__PROBLEM DETAILS__:
Scan the records that follow, and whenever a line has the word "textPath", copy it.
=== Section Start ===
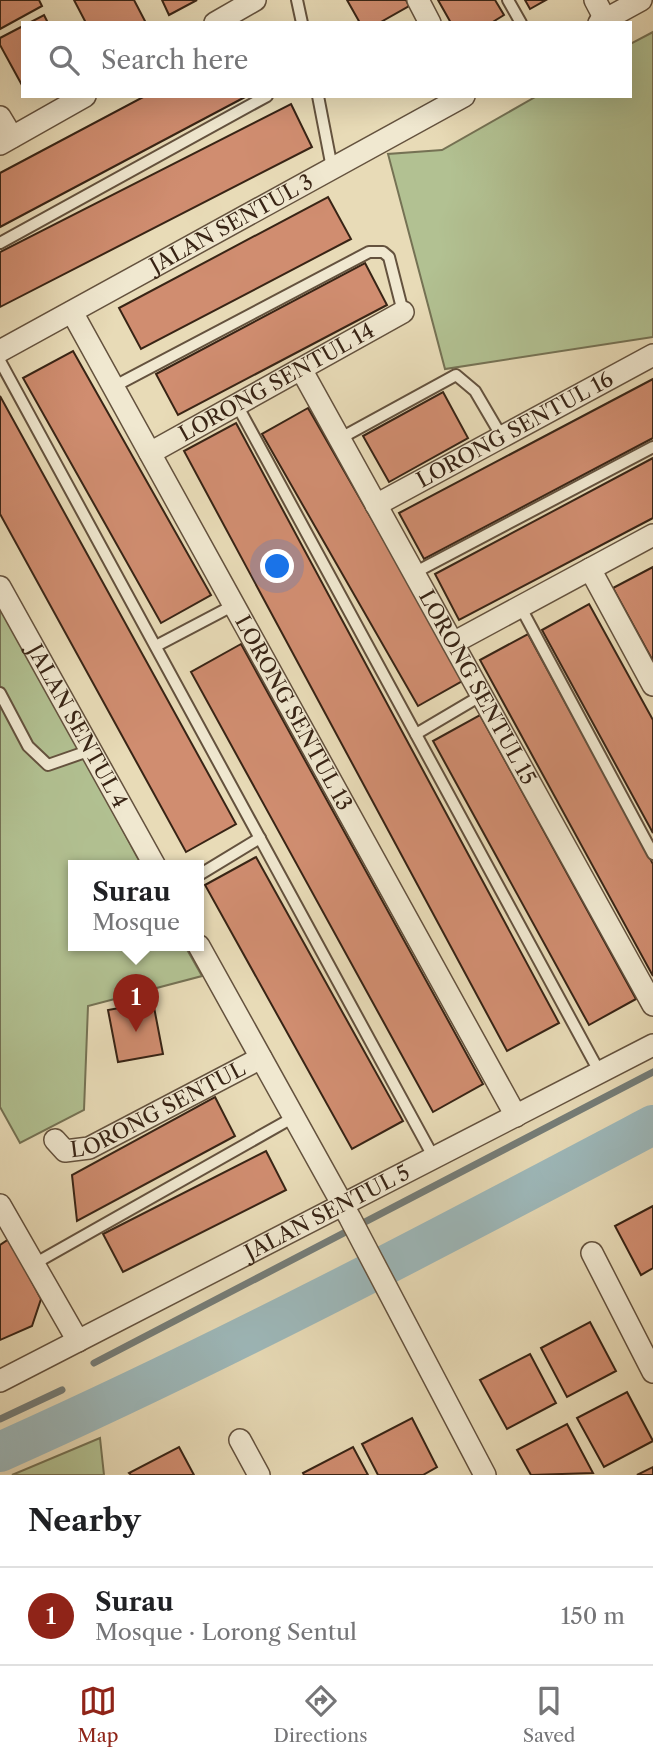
<!DOCTYPE html>
<html lang="en">
<head>
<meta charset="utf-8">
<style>
	body { margin:0; font-family:"Libre Caslon Text",serif; background:#f6f6f6; color:#202124 }
	.you { position:absolute; left:278px; top:567px; width:24px; height:24px; margin:-18px; border:5px solid #fff; border-radius:50%; background:#1a73e8; box-shadow:0 0 0 10px #1a73e833 }
	.badge { display:grid; place-items:center; width:46px; height:46px; border-radius:50%; background:#8f2418; color:#fff; font-size:23px; font-weight:700 }
	.pin { position:absolute; translate:-50% -58px; filter:drop-shadow(0 2px 4px #0008) }
	.pin::after { content:''; position:absolute; top:37px; width:24px; height:21px; background:inherit; clip-path:polygon(0 0,100% 0,50% 100%) }
	.popup { position:absolute; left:68px; top:860px; width:136px; height:91px; box-sizing:border-box; display:grid; place-content:center; border-radius:0px; background:#fff; filter:drop-shadow(0 2px 5px #0005); font-size:23px; white-space:nowrap; color:#757577 }
	.popup b { font-size:26px; color:#202124 }
	.popup::after { content:''; position:absolute; left:50%; top:100%; margin-left:-14px; border:14px solid transparent; border-top-color:#fff }
	.list { margin:0; padding:0; list-style:none }
	h2 { display:flex; justify-content:space-between; align-items:center; height:91px; margin:0; padding:0 28px; font-size:30px }
	h2 small { font-size:23px; font-weight:400; color:#757577 }
	.list li { display:grid; grid-template-columns:46px 1fr auto; gap:21px; align-items:center; box-sizing:border-box; height:98px; padding:0 28px; border-top:2px solid #e0e0e0 }
	.list b { display:block; font-size:26px; white-space:nowrap }
	.list p { margin:0; font-size:23px; white-space:nowrap; color:#757577 }
	.list em { font-size:23px; font-style:normal; color:#757577 }
	.icon { flex:none; width:38px; height:38px; fill:none; stroke:currentColor; stroke-width:2; stroke-linecap:round; stroke-linejoin:round }
	.map { position:relative; flex:none; width:653px; height:1475px; overflow:hidden }
	.search { position:absolute; background:#fff; box-shadow:0 7px 28px #0002; left:21px; right:21px; top:21px; height:77px; display:flex; align-items:center; gap:18px; box-sizing:border-box; padding:0 24px; border-radius:0px; color:#757577; font-size:26px }
	.sheet { height:189px; background:#fff }
	nav { display:flex; justify-content:space-around; align-items:center; box-sizing:border-box; height:98px; border-top:2px solid #e0e0e0; background:#fff; font-size:19px; color:#757577 }
	nav a { display:grid; justify-items:center; gap:4px }
	nav .on { color:#8f2418 }
	.map>svg:first-child { display:block }
	.green { fill:#b2c192; stroke:#757254; stroke-width:2 }
	.lines { fill:none; stroke-linecap:round; stroke-linejoin:round }
	.stream { stroke:#757d78; stroke-width:7 }
	.river { stroke:#9db8ba; stroke-width:40 }
	.building { fill:#d08d70; stroke:#382415; stroke-width:2 }
	.lane-casing { stroke:#64523e; stroke-width:14 }
	.street-casing { stroke:#64523e; stroke-width:24 }
	.lane { stroke:#f0e8d0; stroke-width:10 }
	.street { stroke:#f0e8d0; stroke-width:21 }
	.labels { text-anchor:middle; stroke-width:6; stroke-linejoin:round; paint-order:stroke }
	.street-label { font-size:21px; fill:#382415; stroke:#f0e8d0 }
</style>
</head>
<body>
<div class="map">
<svg width="653" height="1475" viewBox="0 0 653 1475">
	<rect width="100%" height="100%" fill="#e8dbb7"/>
	<filter id="stains"><feTurbulence type="fractalNoise" baseFrequency=".00286" numOctaves="4"/><feColorMatrix values="0 0 0 0 .2 0 0 0 0 .09 0 0 0 0 .02 0 0 0 .5 -.17"/></filter>
	<radialGradient id="worn" r=".72"><stop offset=".6" stop-color="#630" stop-opacity="0"/><stop offset="1" stop-color="#630" stop-opacity=".3"/></radialGradient>
	<g class="green">
		<polygon points="653,32 653,337 445,369 388,154 442,150 537,96 630,96 630,44"/>
		<polygon points="5,610 142,866 73,866 73,946 185,946 202,976 88,1006 84,1110 20,1143 0,1107 0,613"/>
		<polygon points="100,1438 104,1475 12,1475"/>
	</g>
	<g class="lines">
		<g class="stream">
			<polyline points="94,1363 653,1072"/>
			<polyline points="0,1419 62,1390"/>
		</g>
		<path class="river" d="M 0,1452 C 222,1353 437,1239 653,1125"/>
	</g>
	<g class="building">
		<polygon points="0,0 39,0 42,6 0,29"/>
		<polygon points="74,0 134,0 146,23 86,23"/>
		<polygon points="162,0 197,0 169,15"/>
		<polygon points="347,0 406,0 409,6 379,23 360,23"/>
		<polygon points="438,0 495,0 504,15 491,23 451,23"/>
		<polygon points="525,0 546,0 530,9"/>
		<polygon points="44,15 48,23 29,23"/>
		<polygon points="23,26 23,87 0,45 0,38"/>
		<polygon points="145,96 247,96 0,227 0,173"/>
		<polygon points="291,104 312,147 0,307 0,252"/>
		<polygon points="328,197 351,239 141,349 119,308"/>
		<polygon points="365,263 387,305 178,415 156,374"/>
		<polygon points="73,351 211,595 161,623 23,378"/>
		<polygon points="653,379 653,438 424,559 399,513"/>
		<polygon points="443,392 468,438 389,482 363,436"/>
		<polygon points="0,396 236,824 186,852 0,514"/>
		<polygon points="308,408 464,680 418,706 262,434"/>
		<polygon points="236,423 559,1023 507,1051 184,451"/>
		<polygon points="653,458 653,518 459,620 435,574"/>
		<polygon points="653,567 653,661 613,588"/>
		<polygon points="589,604 653,720 653,833 542,630"/>
		<polygon points="528,634 653,864 653,976 480,660"/>
		<polygon points="241,644 483,1084 433,1112 191,672"/>
		<polygon points="480,715 636,999 589,1025 433,741"/>
		<polygon points="256,857 403,1121 352,1149 205,885"/>
		<polygon points="153,1002 163,1054 118,1062 108,1010"/>
		<polygon points="215,1097 235,1136 77,1221 72,1175"/>
		<polygon points="266,1151 286,1190 123,1272 103,1234"/>
		<polygon points="653,1206 653,1268 641,1275 615,1226"/>
		<polygon points="9,1239 41,1299 32,1326 0,1340 0,1245"/>
		<polygon points="590,1322 616,1371 567,1397 541,1348"/>
		<polygon points="530,1354 556,1403 507,1429 480,1380"/>
		<polygon points="627,1392 653,1441 604,1467 577,1418"/>
		<polygon points="412,1418 437,1467 423,1475 378,1475 362,1444"/>
		<polygon points="567,1424 593,1473 531,1475 517,1450"/>
		<polygon points="179,1447 194,1475 131,1475 129,1473"/>
		<polygon points="353,1447 368,1475 304,1475 303,1473"/>
		<polygon points="653,1467 653,1475 637,1475"/>
	</g>
	<g class="lines">
		<g class="lane-casing">
			<g id="lane">
				<polyline points="297,0 302,23"/>
				<polyline points="508,0 521,23"/>
				<polyline points="318,96 332,168"/>
				<polyline points="0,243 267,96"/>
				<polyline points="0,361 434,1158"/>
				<polyline points="113,387 369,252 383,252 389,257 403,312"/>
				<polyline points="237,405 600,1073"/>
				<polyline points="339,439 456,375 475,391 502,437"/>
				<polyline points="414,573 653,447"/>
				<polyline points="520,606 653,854"/>
				<polyline points="156,646 234,605"/>
				<polyline points="0,693 28,746 48,765 91,750"/>
				<polyline points="416,734 482,695"/>
				<polyline points="199,875 260,838"/>
				<polyline points="34,1264 294,1117"/>
			</g>
		</g>
		<g class="street-casing">
			<g id="street">
				<polyline points="418,0 430,23"/>
				<polyline points="595,0 605,19"/>
				<polyline points="215,23 255,0"/>
				<polyline points="599,23 641,0"/>
				<polyline points="0,117 12,137"/>
				<polyline points="0,144 85,96"/>
				<path id="s1" d="M 72,312 L 516,1116"/>
				<path id="s2" d="M 0,351 L 464,96"/>
				<path id="s3" d="M 301,369 L 653,1005"/>
				<path id="s4" d="M 150,453 L 403,312"/>
				<path id="s5" d="M 376,505 L 653,355"/>
				<polyline points="590,569 653,685"/>
				<path id="s6" d="M 0,587 L 155,866"/>
				<polyline points="453,643 653,535"/>
				<polyline points="199,946 350,1218 485,1475"/>
				<path id="s7" d="M 55,1140 L 65,1151 L 89,1148 L 261,1058"/>
				<polyline points="0,1205 78,1341"/>
				<polyline points="592,1253 653,1372"/>
				<path id="s8" d="M 0,1381 L 653,1045"/>
				<polyline points="240,1440 259,1475"/>
			</g>
		</g>
		<use href="#lane" class="lane"/>
		<use href="#street" class="street"/>
	</g>
	<g class="labels">
		<g class="street-label">
			<text dy="7" stroke="none"><textPath href="#s2" startOffset="264">JALAN SENTUL 3</textPath></text>
			<text dy="7" stroke="none"><textPath href="#s4" startOffset="145">LORONG SENTUL 14</textPath></text>
			<text dy="7" stroke="none"><textPath href="#s5" startOffset="158">LORONG SENTUL 16</textPath></text>
			<text dy="7" stroke="none"><textPath href="#s3" startOffset="364">LORONG SENTUL 15</textPath></text>
			<text dy="7" stroke="none"><textPath href="#s1" startOffset="458">LORONG SENTUL 13</textPath></text>
			<text dy="7" stroke="none"><textPath href="#s6" startOffset="159">JALAN SENTUL 4</textPath></text>
			<text dy="7" stroke="none"><textPath href="#s7" startOffset="117">LORONG SENTUL</textPath></text>
			<text dy="7" stroke="none"><textPath href="#s8" startOffset="368">JALAN SENTUL 5</textPath></text>
		</g>
	</g>
	<rect width="100%" height="100%" filter="url(#stains)"/>
	<rect width="100%" height="100%" fill="url(#worn)"/>
</svg>
<div class="you"></div>
<div class="pin badge" style="left:136px;top:1032px">1</div>
<div class="popup"><b>Surau</b>Mosque</div>
<div class="search"><svg class="icon" aria-label="search" viewBox="0 0 24 24"><circle cx="10" cy="10" r="6"/><path d="M15 15l6 6"/></svg>Search here</div>
</div>
<section class="sheet">
<h2>Nearby<small></small></h2>
<ul class="list">
<li><span class="badge">1</span><div><b>Surau</b><p>Mosque · Lorong Sentul</p></div><em>150 m</em></li>
</ul>
</section>
<nav>
<a class="on"><svg class="icon" aria-label="map" viewBox="0 0 24 24"><path d="M3 6l6-2 6 2 6-2v14l-6 2-6-2-6 2zM9 4v14M15 6v14"/></svg>Map</a>
<a><svg class="icon" aria-label="directions" viewBox="0 0 24 24"><path d="M12 3l9 9-9 9-9-9zM9 14v-3h6M13 9l2 2-2 2"/></svg>Directions</a>
<a><svg class="icon" aria-label="saved" viewBox="0 0 24 24"><path d="M7 4h10v16l-5-4-5 4z"/></svg>Saved</a>
</nav>
</body>
</html>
=== Section End ===
__ANSWER__:
			<text dy="7" stroke="none"><textPath href="#s2" startOffset="264">JALAN SENTUL 3</textPath></text>
			<text dy="7" stroke="none"><textPath href="#s4" startOffset="145">LORONG SENTUL 14</textPath></text>
			<text dy="7" stroke="none"><textPath href="#s5" startOffset="158">LORONG SENTUL 16</textPath></text>
			<text dy="7" stroke="none"><textPath href="#s3" startOffset="364">LORONG SENTUL 15</textPath></text>
			<text dy="7" stroke="none"><textPath href="#s1" startOffset="458">LORONG SENTUL 13</textPath></text>
			<text dy="7" stroke="none"><textPath href="#s6" startOffset="159">JALAN SENTUL 4</textPath></text>
			<text dy="7" stroke="none"><textPath href="#s7" startOffset="117">LORONG SENTUL</textPath></text>
			<text dy="7" stroke="none"><textPath href="#s8" startOffset="368">JALAN SENTUL 5</textPath></text>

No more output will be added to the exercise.